Almost every week, there is another Silicon Valley company that announces that it’s going public. Most recently Lyft, soon to be followed by Uber, Slack, Airbnb, Stripe, Pinterest and who knows what other modern miracles of technology. Each of these companies will have initial valuations topping $1 Billion and will instantaneously create hundreds, if not thousands of mostly young, new millionaires and centi-millionaires. Unfortunately, most, if not all of these newly minted wealth holders are going to be heavily taxed for their brilliance. It never fails to puzzle why, by all appearances, none of these companies offer a program for pre-liquidity income tax planning.
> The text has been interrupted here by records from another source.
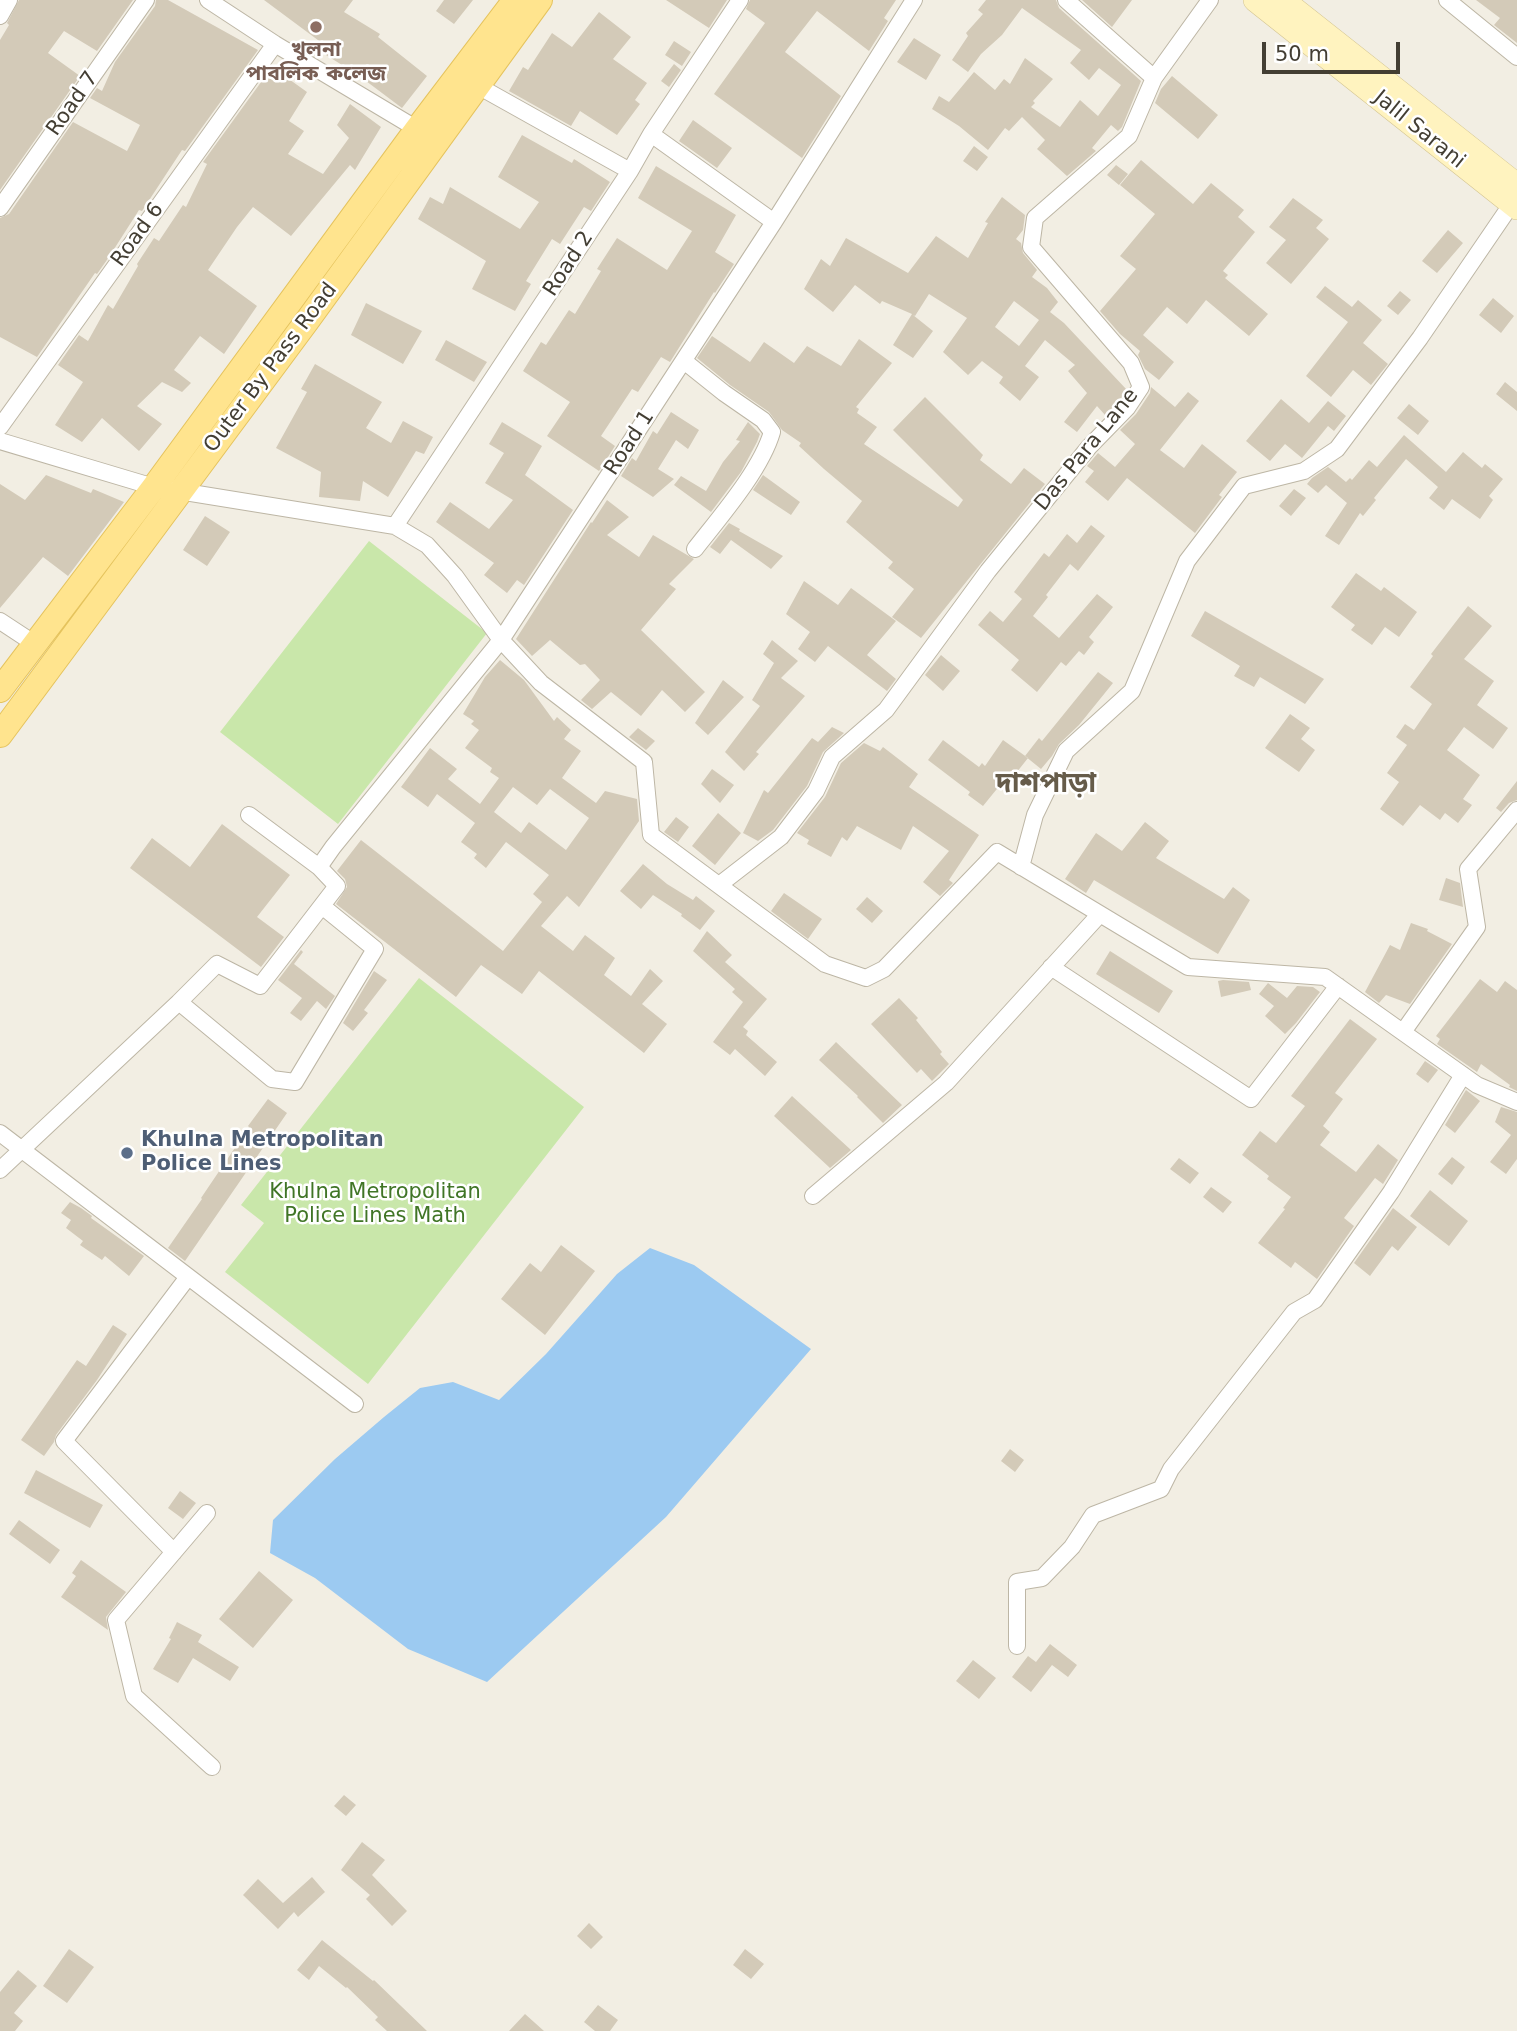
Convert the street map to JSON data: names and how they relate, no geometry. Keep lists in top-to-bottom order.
{
  "streets": {
    "main road": ["Jalil Sarani", "Outer By Pass Road"],
    "street": [
      "Road 7",
      "Road 6",
      "Road 2",
      "Road 1",
      "Das Para Lane"
    ]
  },
  "districts": ["দাশপাড়া"],
  "parks": ["Khulna Metropolitan Police Lines Math"],
  "places": ["খুলনা পাবলিক কলেজ", "Khulna Metropolitan Police Lines"],
  "scale_bar": "50 m"
}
What should be offered is more than simple income tax planning; there should be a suite of comprehensive planning options available to the stakeholders of these companies available pre-IPO.
There are many opportunities for the brilliant minds who create these valuable enterprises to plan for their exit or their liquidity event with well informed, well considered planning options. Has anyone let the shareholders know that capital gains taxes are optional? Has anyone let them know that those living in California are likely going to lose close to 40% of their profits? Yes, they’re still walking away crazy rich but that doesn’t mean they shouldn’t have known their options.
There will be an onslaught of investment firms wanting to manage money and insurance agents who want to help with estate taxes (by selling life insurance to do so) but what really should happen is to have time and expertise to provide and guide through comprehensive planning to reduce or eliminate capital gains and estate taxes before one share is sold to the public.